Finalmente, el trabajo de Olea y Prieto (1995) ha evidenciado que una red social mixta y con contactos frecuentes, aunque no sea muy numerosa (9-15 componentes), proporciona mayor enriquecimiento personal al fomentar la independencia de la persona anciana. La dependencia psicoafectiva también puede actuar como factor estresante en los ancianos, ya que fomenta el sentimiento de inutilidad, a la vez que hace aumentar la infravaloración y disminuir la autoestima del anciano.

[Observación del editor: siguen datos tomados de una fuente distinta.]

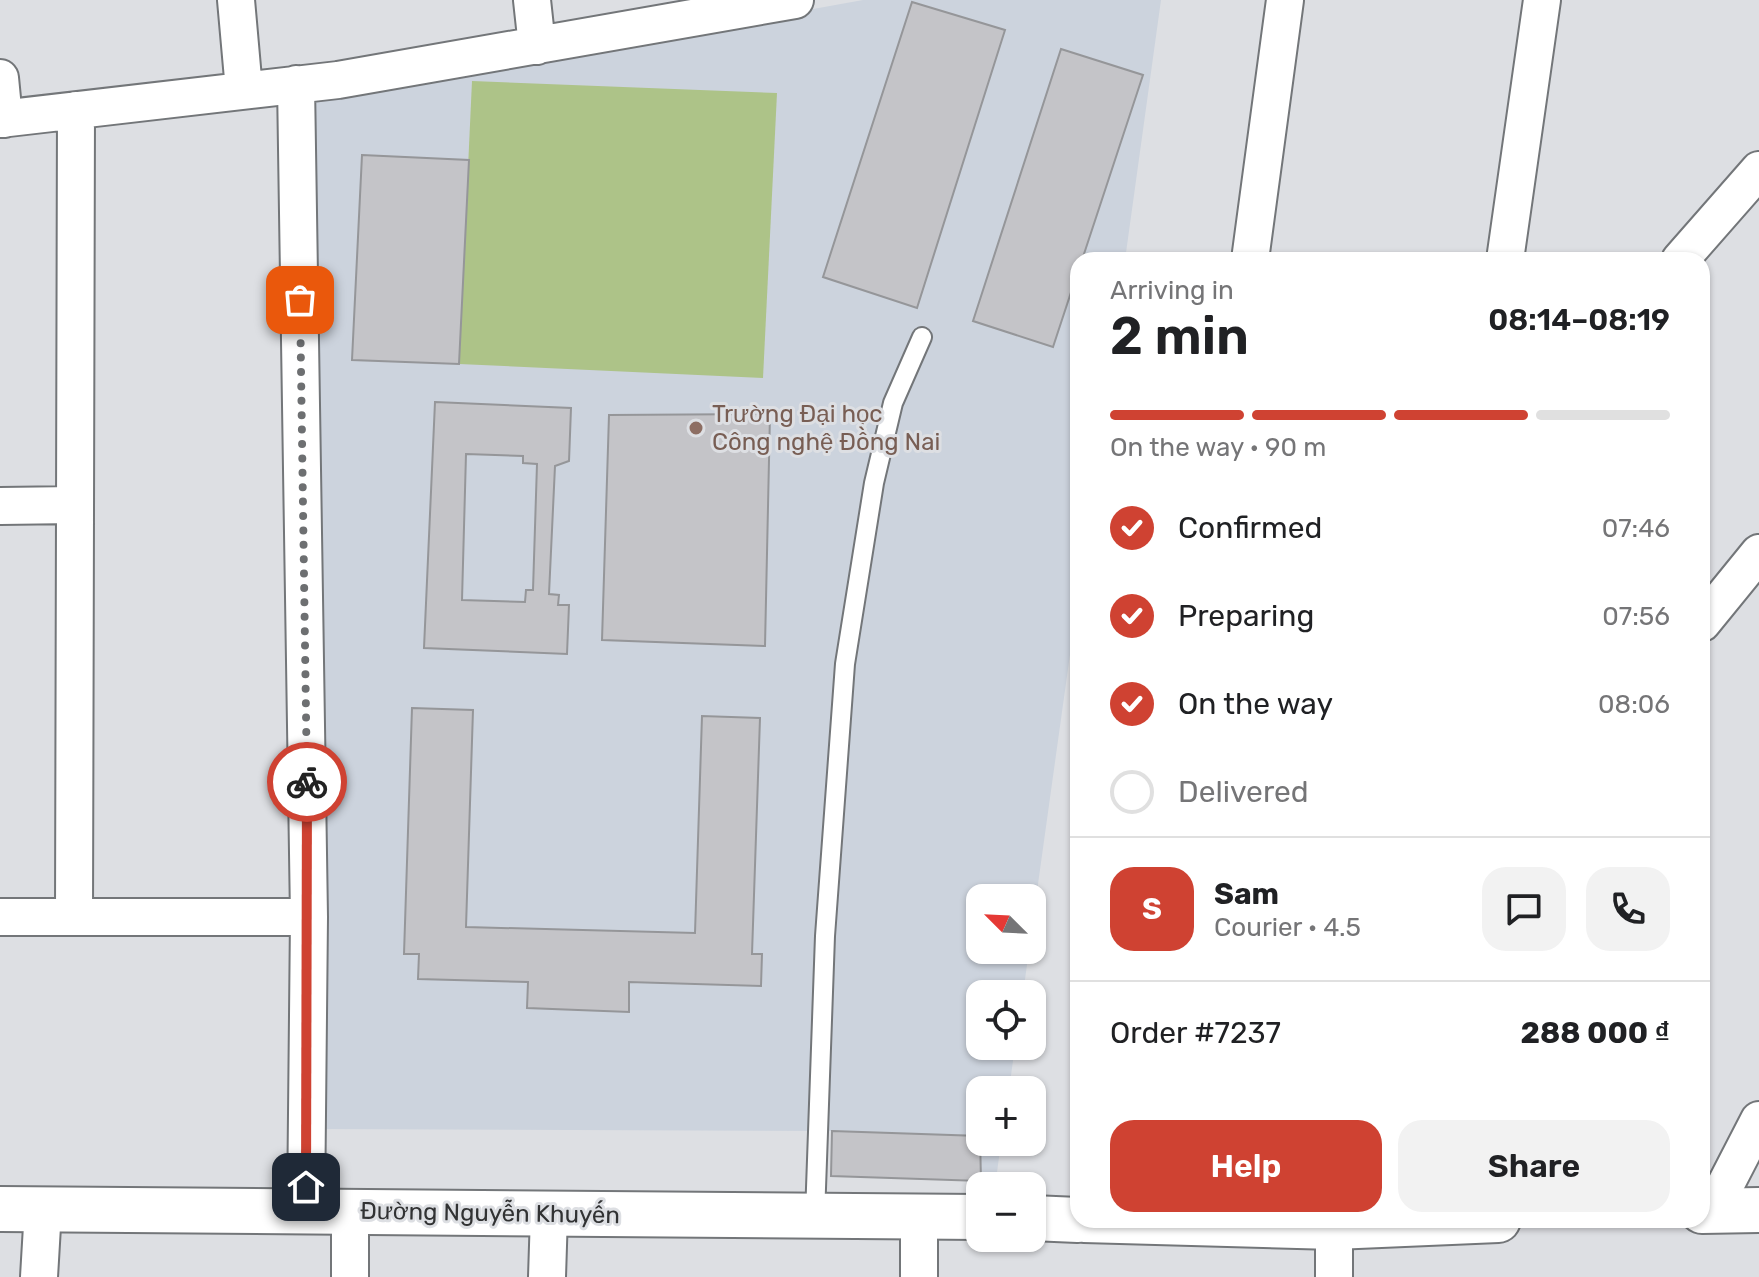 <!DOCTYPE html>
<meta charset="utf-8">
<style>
:root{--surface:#fff;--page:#f2f2f2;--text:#202124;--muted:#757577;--line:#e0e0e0;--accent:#cf4232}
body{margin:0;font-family:Rubik,sans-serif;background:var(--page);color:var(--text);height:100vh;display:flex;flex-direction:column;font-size:30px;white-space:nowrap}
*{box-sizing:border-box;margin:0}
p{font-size:26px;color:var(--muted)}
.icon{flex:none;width:44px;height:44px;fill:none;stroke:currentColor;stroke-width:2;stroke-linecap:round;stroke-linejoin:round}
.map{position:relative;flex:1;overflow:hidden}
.drawer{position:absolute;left:1070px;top:252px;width:640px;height:976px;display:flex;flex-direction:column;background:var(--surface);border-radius:24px;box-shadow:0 2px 6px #0004}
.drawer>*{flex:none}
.needle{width:52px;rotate:294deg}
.controls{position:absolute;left:966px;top:884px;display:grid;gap:16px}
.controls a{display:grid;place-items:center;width:80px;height:80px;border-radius:16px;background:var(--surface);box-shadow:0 2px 6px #0004;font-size:40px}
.pin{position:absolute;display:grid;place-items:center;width:68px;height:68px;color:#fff;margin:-34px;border-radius:16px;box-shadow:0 4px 12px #0006}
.courier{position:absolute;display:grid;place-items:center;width:80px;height:80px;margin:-40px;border:6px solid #cf4232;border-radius:50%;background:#fff;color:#222;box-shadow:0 2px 10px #0007}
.headline em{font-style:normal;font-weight:600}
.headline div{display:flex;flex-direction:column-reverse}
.headline{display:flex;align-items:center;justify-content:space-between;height:136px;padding:0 40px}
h1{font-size:52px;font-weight:600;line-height:60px}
.bar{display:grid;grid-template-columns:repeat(4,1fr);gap:12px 8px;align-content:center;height:96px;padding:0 40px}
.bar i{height:10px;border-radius:6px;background:var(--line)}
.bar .selected{background:var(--accent)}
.bar p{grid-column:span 4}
.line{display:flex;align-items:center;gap:20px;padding:0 40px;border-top:2px solid var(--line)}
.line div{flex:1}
.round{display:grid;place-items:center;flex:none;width:84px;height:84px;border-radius:24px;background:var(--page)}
ol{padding:0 40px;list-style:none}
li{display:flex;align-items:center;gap:24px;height:88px}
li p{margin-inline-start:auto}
li .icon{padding:8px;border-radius:50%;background:var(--accent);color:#fff;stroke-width:4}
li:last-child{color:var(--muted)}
li i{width:44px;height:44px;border:4px solid var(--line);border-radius:50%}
.button{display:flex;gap:16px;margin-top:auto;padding:16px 40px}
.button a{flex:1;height:92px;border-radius:24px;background:var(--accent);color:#fff;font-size:32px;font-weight:600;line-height:92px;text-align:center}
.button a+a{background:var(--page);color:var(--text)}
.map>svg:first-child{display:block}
.built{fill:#ccd3dd}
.green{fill:#adc388}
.building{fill:#c4c4c8;stroke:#959699;stroke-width:2;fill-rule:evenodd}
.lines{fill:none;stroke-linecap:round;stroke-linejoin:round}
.service-casing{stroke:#737679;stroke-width:22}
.minor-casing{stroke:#737679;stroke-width:40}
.tertiary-casing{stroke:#737679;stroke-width:48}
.service{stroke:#fff;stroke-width:18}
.minor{stroke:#fff;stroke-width:36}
.tertiary{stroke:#fff;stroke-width:44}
.done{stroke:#6d6f71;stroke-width:8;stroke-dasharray:0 14.4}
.route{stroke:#cf4232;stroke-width:10}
.education-dot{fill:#8d6e63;stroke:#dddfe3;stroke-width:3}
.labels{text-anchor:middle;stroke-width:6;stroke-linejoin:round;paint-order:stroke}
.education-label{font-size:24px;fill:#785e54;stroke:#dddfe3;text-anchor:start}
.street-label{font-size:24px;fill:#313233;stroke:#dddfe3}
</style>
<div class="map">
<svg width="1759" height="1277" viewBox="0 0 1759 1277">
<rect width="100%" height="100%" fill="#dddfe3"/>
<path class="built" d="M863 0H1161L1125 260H1078V597L1032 927V898H980V950H1029L1023 994H980V1046H1015L1009 1090H980V1142H1001L996 1180 831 1176 832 1131 317 1129 308 95 559 55Z"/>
<path class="green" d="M472 81 777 93 763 378 459 364Z"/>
<path class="building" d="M912 2 1005 30 917 308 823 277Z
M1061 49 1143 75 1082 260H1078V271L1053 347 973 321Z
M362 155 469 160 459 364 352 360Z
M435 402 571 408 569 461 555 466 549 594 559 595 558 605H569L567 654 424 648ZM466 454 523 456V463L537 464 533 590H526L525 602 462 600Z
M770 414 765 646 602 640 609 415Z
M412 708 473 710 466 927 695 933 702 716 760 718 752 954H762L761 986 629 982V1012L527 1008 528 982 418 979 419 954H404Z
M832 1131 980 1136 981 1181 831 1176Z"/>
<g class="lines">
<g class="service-casing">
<path id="service" d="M815 1216 825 936 845 664 874 483 893 403 922 337"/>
</g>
<g class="minor-casing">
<path id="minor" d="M236 0 244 90
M532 0 537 46
M0 78 4 119
M296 84 309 917 306 1212
M0 119 338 80 795 0
M1250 260 1285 0
M1505 260 1542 0
M1680 260 1759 170
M0 506 75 505
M1702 623 1759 553
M0 917H309
M74 917 76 110
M1712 1211 1759 1120
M350 1212V1277
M919 1217V1277
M39 1277 43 1209
M547 1277 549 1214
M1334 1277V1227"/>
</g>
<g class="tertiary-casing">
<path id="tertiary" d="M0 1209 980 1217
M1702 1211 1759 1210
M1032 1218 1078 1220
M1084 1220 1334 1227 1498 1220"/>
</g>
<use href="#service" class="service"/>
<use href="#minor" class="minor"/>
<use href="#tertiary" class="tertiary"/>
</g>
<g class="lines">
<path class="done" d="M300 300 307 782"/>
<path class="route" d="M306 1187 307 782"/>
</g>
<circle class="education-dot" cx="696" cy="428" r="8"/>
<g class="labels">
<g class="education-label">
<text x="712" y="422">Trường Đại học<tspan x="712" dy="28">Công nghệ Đồng Nai</tspan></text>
</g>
<g class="street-label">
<text transform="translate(490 1213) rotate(1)" y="8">Đường Nguyễn Khuyến</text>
</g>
</g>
</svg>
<div class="controls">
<a><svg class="needle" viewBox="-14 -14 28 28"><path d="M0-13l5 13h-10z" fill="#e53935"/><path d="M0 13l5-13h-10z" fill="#757577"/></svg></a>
<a><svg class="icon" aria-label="locate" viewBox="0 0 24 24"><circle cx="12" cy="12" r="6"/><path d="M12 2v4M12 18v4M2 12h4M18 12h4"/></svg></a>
<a>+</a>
<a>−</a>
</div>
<div class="pin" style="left:300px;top:300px;background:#ea580c"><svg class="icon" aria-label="bag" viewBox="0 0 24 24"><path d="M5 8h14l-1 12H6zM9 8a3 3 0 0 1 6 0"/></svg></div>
<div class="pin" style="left:306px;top:1187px;background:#1f2937"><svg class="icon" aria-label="home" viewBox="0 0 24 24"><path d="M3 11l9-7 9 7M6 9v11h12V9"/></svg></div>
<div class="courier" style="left:307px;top:782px"><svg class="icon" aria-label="bike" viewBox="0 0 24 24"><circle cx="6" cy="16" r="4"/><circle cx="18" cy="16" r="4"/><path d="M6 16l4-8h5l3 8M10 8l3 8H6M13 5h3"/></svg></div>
<section class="drawer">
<div class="headline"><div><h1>2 min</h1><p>Arriving in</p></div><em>08:14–08:19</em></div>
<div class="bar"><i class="selected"></i><i class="selected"></i><i class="selected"></i><i></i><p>On the way · 90 m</p></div>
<ol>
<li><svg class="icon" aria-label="check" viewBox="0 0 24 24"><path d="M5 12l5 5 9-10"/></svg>Confirmed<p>07:46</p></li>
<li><svg class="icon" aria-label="check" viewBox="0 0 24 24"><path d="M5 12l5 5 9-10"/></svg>Preparing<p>07:56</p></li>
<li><svg class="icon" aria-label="check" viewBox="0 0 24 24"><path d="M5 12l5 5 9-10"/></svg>On the way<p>08:06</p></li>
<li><i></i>Delivered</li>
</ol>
<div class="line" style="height:144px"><b class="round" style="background:var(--accent);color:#fff">S</b><div><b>Sam</b><p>Courier · 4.5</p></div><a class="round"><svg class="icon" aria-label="chat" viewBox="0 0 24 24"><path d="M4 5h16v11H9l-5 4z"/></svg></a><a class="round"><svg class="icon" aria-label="phone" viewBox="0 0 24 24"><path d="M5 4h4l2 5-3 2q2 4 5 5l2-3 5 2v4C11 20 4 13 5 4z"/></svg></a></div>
<div class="line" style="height:104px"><div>Order #7237</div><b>288 000 ₫</b></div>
<div class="button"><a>Help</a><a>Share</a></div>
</section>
</div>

En último lugar, el envejecimiento se puede acompañar de alteraciones de la arquitectura del sueño que se expresan en alteraciones de las funciones superiores y de la personalidad. En efecto, la estructura global del sueño nocturno cambia con la edad; el tiempo total del sueño nocturno disminuye y los períodos de vigilia (estadio 0) se hacen más frecuentes y prolongados. La cantidad de cambios de estadios, particularmente de estadio 0 y I está aumentada y este incremento se considera como un signo de alteración del sueño. El estadio III del sueño no sufre prácticamente ninguna alteración, pero el estadio IV muestra una absoluta relativa reducción. Concretamente a partir de los 60 años, el 25% de la población puede no presentar estadio IV. Este declive tan notable en el sueño de onda lenta puede ser un marcador biológico del envejecimiento del sistema nervioso central y del deterioro psicoorgánico subyacente.